Discriminé dans le hall d’entrée de son propre immeuble

C’est un bien triste événement qui est arrivé à Abed Ndoumbè, un Français d’origine Tongoktalienne hier matin à 9 heures, dans le hall d’entrée de son propre immeuble. Un événement qui montre que le racisme et la discrimination perdurent encore en France et qui n’est pas sans rappeler les heures les plus sombres de notre histoire.

« Alors que je rentrais chez moi, je me suis fait tout simplement discriminer » nous confie Abed Ndoumbè les larmes aux yeux. « Et par ma propre voisine, en plus ! »

Bien qu’il était encore dans un léger état d’ébriété de sa nuit passée à célébrer le cinquième enfant de sa troisième femme, Abed Ndoumbè, toujours de bonne humeur, aperçoit sa voisine qui partait à son travail et lui propose un rapide « goulou goulou » dans la cage d’ascenseur.

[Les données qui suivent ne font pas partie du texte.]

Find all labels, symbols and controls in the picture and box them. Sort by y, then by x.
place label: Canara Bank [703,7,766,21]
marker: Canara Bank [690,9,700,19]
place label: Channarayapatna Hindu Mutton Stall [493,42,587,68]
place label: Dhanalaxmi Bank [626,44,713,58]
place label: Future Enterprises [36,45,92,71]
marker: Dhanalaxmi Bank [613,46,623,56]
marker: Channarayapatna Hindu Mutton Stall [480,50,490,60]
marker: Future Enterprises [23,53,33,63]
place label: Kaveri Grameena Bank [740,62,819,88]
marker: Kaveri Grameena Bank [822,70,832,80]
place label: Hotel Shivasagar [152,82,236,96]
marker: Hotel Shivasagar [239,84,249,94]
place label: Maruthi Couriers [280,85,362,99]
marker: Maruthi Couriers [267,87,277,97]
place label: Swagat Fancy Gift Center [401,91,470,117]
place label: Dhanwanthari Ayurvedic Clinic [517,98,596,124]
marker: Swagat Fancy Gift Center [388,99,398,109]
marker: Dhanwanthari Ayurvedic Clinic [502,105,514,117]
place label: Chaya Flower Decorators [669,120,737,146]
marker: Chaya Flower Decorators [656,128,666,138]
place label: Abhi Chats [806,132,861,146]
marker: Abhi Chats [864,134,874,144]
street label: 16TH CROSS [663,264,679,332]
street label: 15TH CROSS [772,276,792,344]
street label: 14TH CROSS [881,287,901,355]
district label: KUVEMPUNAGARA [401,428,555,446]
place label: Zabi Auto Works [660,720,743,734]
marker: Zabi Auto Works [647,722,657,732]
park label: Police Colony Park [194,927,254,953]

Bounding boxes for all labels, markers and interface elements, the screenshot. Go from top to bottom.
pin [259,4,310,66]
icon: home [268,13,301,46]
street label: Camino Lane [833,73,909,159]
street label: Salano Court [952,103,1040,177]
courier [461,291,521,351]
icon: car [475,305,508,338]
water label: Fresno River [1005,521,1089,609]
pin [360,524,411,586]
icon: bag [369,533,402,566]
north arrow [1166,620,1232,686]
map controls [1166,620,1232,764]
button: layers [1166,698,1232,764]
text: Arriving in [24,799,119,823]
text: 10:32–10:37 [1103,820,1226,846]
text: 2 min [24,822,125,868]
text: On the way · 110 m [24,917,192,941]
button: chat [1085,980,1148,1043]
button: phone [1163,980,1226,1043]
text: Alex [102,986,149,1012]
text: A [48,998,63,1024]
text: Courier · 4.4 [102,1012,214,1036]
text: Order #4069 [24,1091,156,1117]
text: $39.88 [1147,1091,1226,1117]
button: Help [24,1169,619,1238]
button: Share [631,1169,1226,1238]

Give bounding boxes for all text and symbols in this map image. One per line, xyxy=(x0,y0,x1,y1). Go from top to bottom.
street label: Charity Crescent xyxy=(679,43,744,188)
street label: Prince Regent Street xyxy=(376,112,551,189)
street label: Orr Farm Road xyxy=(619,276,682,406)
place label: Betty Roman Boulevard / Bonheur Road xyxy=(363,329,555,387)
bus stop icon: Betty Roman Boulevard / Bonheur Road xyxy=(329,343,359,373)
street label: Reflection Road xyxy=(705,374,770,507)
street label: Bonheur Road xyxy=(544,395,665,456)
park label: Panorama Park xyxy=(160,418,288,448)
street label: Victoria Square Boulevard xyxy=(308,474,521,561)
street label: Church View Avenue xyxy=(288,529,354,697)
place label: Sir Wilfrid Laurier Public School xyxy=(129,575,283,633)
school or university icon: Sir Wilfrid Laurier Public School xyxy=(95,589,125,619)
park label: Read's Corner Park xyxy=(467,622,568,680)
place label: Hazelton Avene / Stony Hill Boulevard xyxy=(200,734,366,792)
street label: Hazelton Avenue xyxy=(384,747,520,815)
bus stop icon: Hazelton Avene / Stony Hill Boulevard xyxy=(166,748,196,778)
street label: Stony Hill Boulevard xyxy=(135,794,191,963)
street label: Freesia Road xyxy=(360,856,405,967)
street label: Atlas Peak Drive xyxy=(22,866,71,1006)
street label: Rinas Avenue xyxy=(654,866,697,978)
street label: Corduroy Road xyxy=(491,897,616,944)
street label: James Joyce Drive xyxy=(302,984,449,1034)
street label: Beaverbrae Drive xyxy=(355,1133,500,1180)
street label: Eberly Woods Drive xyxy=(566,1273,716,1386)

« C’est une tradition du royaume du Tongokto », explique l’un des avocats de Monsieur Ndoumbè. « La vie est plus simple, plus belle là-bas, un homme lorsqu’il veut partager un moment intime avec une femme le lui fait simplement savoir, clairement, sans avoir à lui payer des mojitos à 18 euros dans des after-work bidon. C’est une culture différente, et l’on a repoussé mon client sur cette seule base.»

Un autre avocat de Monsieur Ndoumbè explique :

« Il s’agit d’un cas très clair de discrimination, cette personne est raciste. Les voisins ont certifié qu’elle a un petit copain – qui comme par hasard n’est pas racisé. Mon client s’est vu discriminé sur sa couleur de peau et sa culture, et repoussé méchamment. Il souffre encore de séquelles et doit voir son psychologue régulièrement. »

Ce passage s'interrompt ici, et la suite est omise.